There, on the hardwood floor behind the desk, was a strange, curved scratch mark. The mark had been carved into the polished varnished floorboards by something heavy. 'Something heavy...like a bookshelf!'

He stepped up to the bookshelf that was directly behind the scratch mark. 'I'll bet there's a 'secret passage' behind this thing!' the paramedic mused, and began a careful examination of the object, pulling and pounding and probing for some sort of 'secret' lever or button...or something!

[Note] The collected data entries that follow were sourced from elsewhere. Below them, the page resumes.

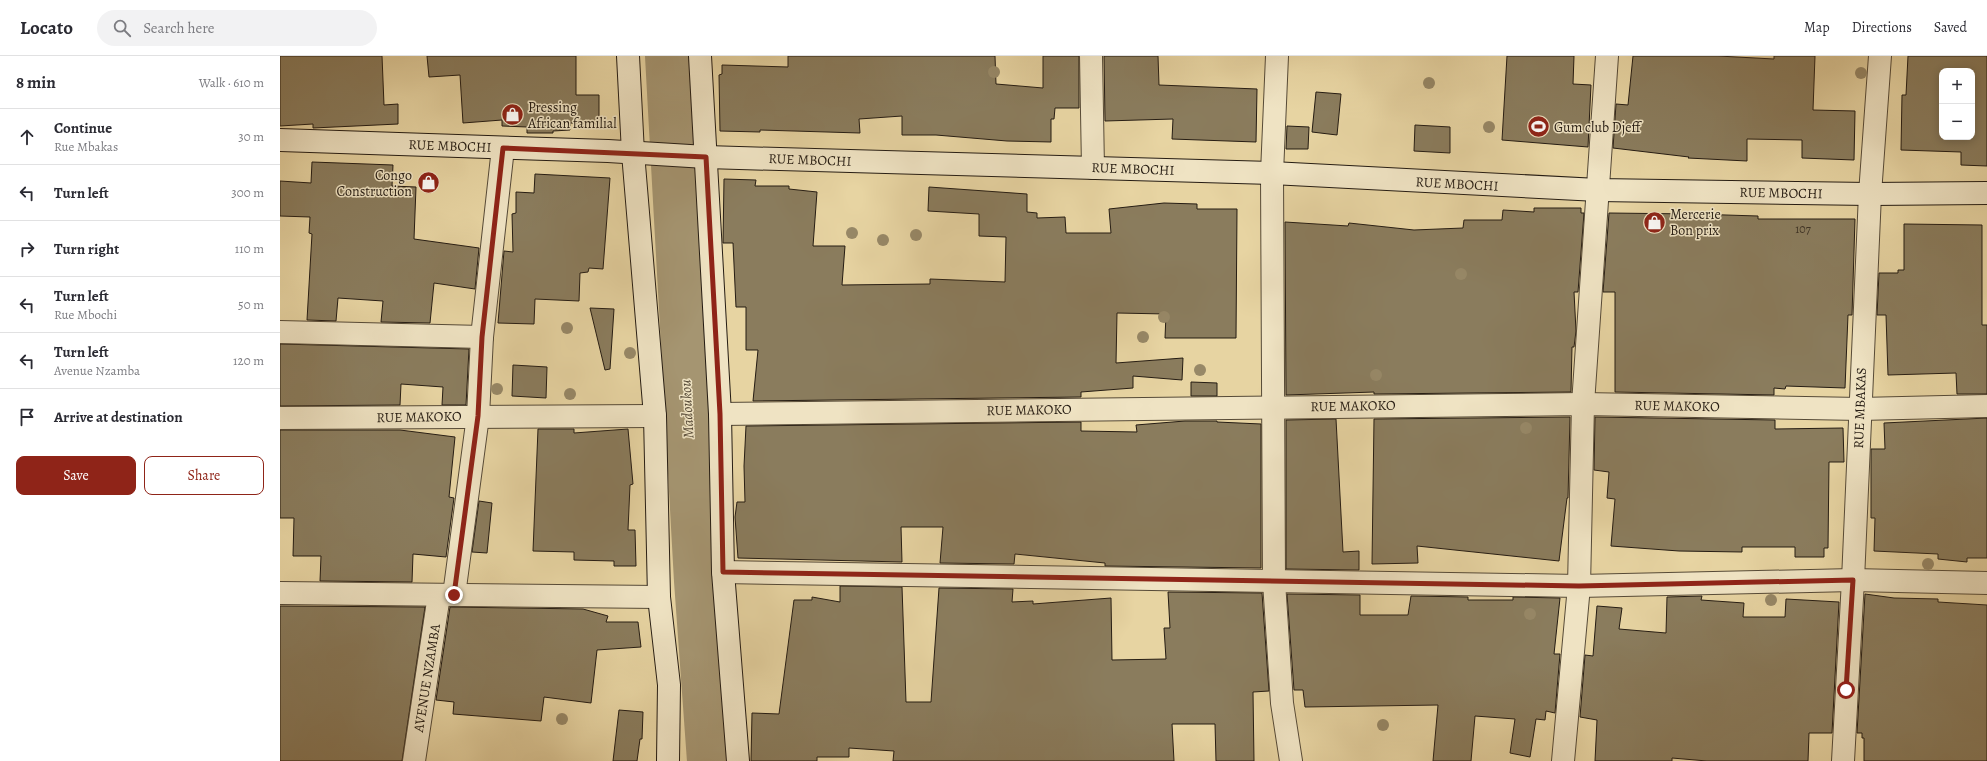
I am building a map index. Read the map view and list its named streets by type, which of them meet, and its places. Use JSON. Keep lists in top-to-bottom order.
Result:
{
  "streets": {
    "street": [
      "RUE MBOCHI",
      "RUE MAKOKO",
      "RUE MBAKAS",
      "AVENUE NZAMBA"
    ]
  },
  "crossings": [
    ["RUE MBOCHI", "RUE MBAKAS"],
    ["RUE MBOCHI", "AVENUE NZAMBA"],
    ["RUE MAKOKO", "RUE MBAKAS"],
    ["RUE MAKOKO", "AVENUE NZAMBA"]
  ],
  "water": ["Madoukou"],
  "places": {
    "shop": ["Pressing African familial", "Congo Construction", "Mercerie Bon prix"],
    "sports": ["Gum club Djeff"]
  },
  "house_numbers": ["107"],
  "page": {
    "header": "Locato",
    "search": "Search here",
    "nav": ["Map", "Directions", "Saved"],
    "heading": ["8 min", "Walk · 610 m"],
    "map_buttons": ["+", "−"],
    "list": [
      ["Continue", "Rue Mbakas", "30 m"],
      ["Turn left", "300 m"],
      ["Turn right", "110 m"],
      ["Turn left", "Rue Mbochi", "50 m"],
      ["Turn left", "Avenue Nzamba", "120 m"],
      "Arrive at destination"
    ],
    "buttons": ["Save", "Share"]
  }
}
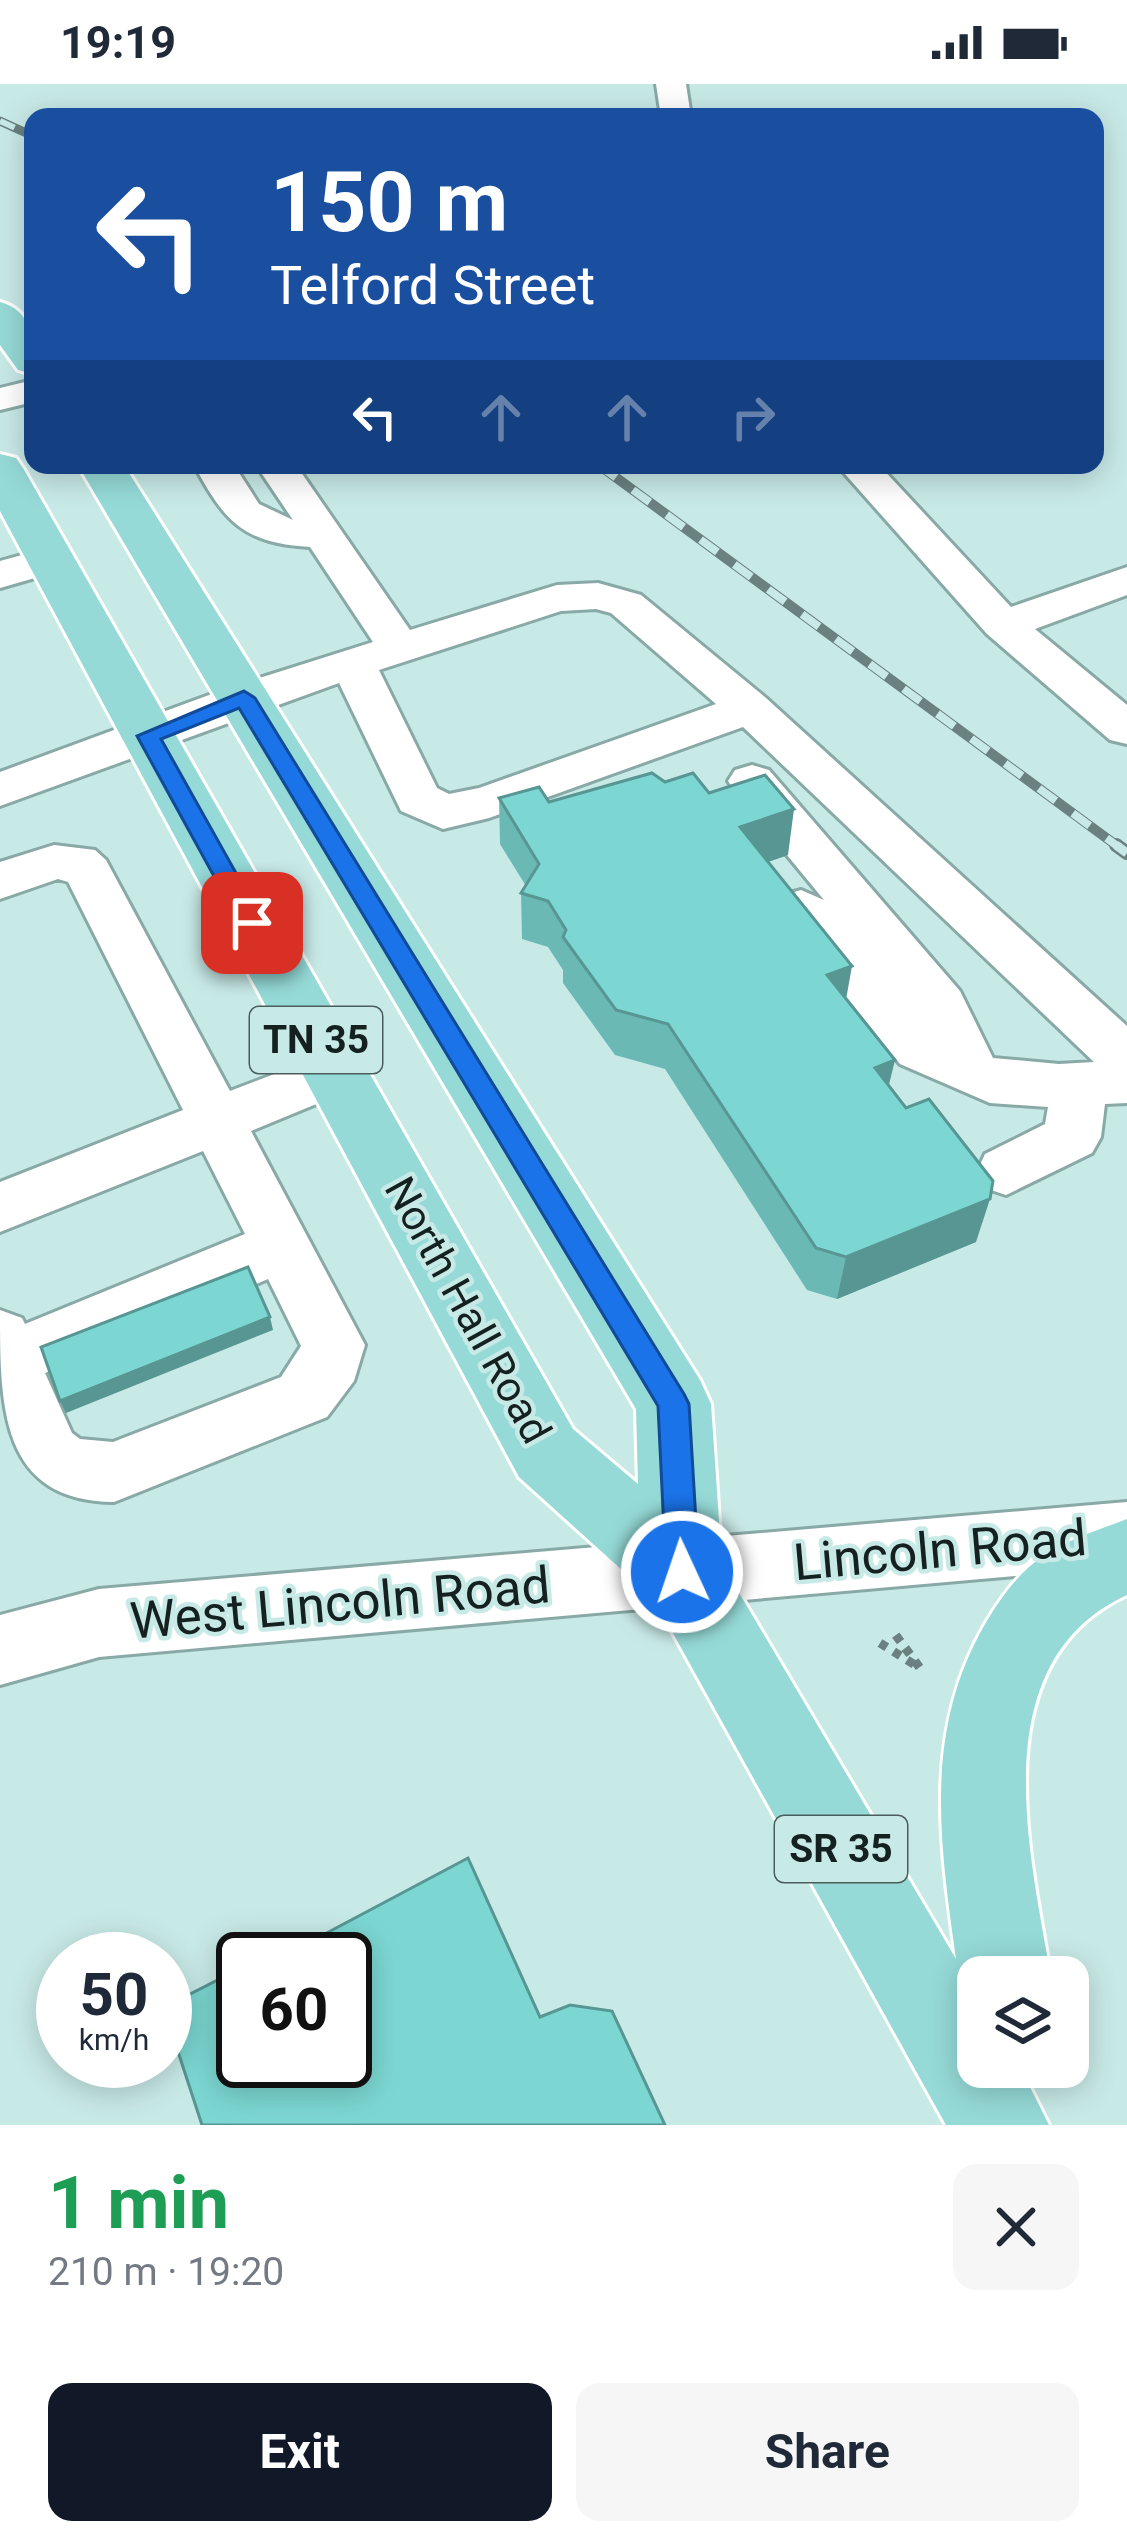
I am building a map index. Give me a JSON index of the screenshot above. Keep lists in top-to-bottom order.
{
  "streets": {
    "main road": ["TN 35", "North Hall Road", "SR 35"],
    "street": ["Lincoln Road", "West Lincoln Road"]
  },
  "crossings": [
    ["TN 35", "North Hall Road"],
    ["TN 35", "Lincoln Road"],
    ["TN 35", "West Lincoln Road"],
    ["TN 35", "SR 35"],
    ["North Hall Road", "Lincoln Road"],
    ["North Hall Road", "West Lincoln Road"],
    ["North Hall Road", "SR 35"],
    ["Lincoln Road", "West Lincoln Road"],
    ["Lincoln Road", "SR 35"],
    ["West Lincoln Road", "SR 35"]
  ],
  "page": {
    "status": "19:19",
    "turn": ["150 m", "Telford Street"],
    "speed": "50 km/h",
    "limit": "60",
    "heading": ["1 min", "210 m · 19:20"],
    "buttons": ["Exit", "Share"]
  }
}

'Nothing!' he silently surmised and his shoulders slumped. He stooped to examine the funny, curved scratch mark again. Something heavy had been sliding over those floorboards, all right-and recently, too. "It's got to move!" he realized aloud.

He straightened stiffly back up, and that's when he saw that several books had been removed from one of the shelves. He reached for one of the remaining books and found that it wouldn't move. Upon closer inspection, he discovered that it wasn't a 'book', at all, but a solid block of wood with a book's title painted on it! "The Mystery on Dobbin's Moor," he read aloud and gave the block of wood a jerk.

The bookcase moved, startling him. John jumped back and stared, in wide-eyed wonder, as the entire shelf swung slowly out into the room, revealing a passageway in the wall behind it! "Only in the movies, huh..." he stated rather smugly. "I knew it! I knew it!" He stepped up and poked his head into the passageway.

It led to a descending stairs.

Gage stiffened suddenly and blinked his wide eyes in the dim light. There, at the bottom of the stairway, he could barely make out the motionless outline of a man. The explorer immediately kicked back into the paramedic mode. "HEY, CHET! GET UP HERE! HURRY!" John snatched his helmet up, and then stepped into the passageway.

The bookcase's-er, 'secret' passageway's opening mechanism reached the end of its guide rail and the object stopped moving-but only for a moment.

Because the 'stopper' on the end of the guide rail was broken, the opening mechanism left the track and a powerful spring slammed the bookcase back against the wall with a terrific force!

Gage heard the spring 'snap'. Then, something struck him in the back of the head.

There was an explosion of light.

Then...nothing.

John, and his retrieved helmet, went tumbling down the hidden staircase.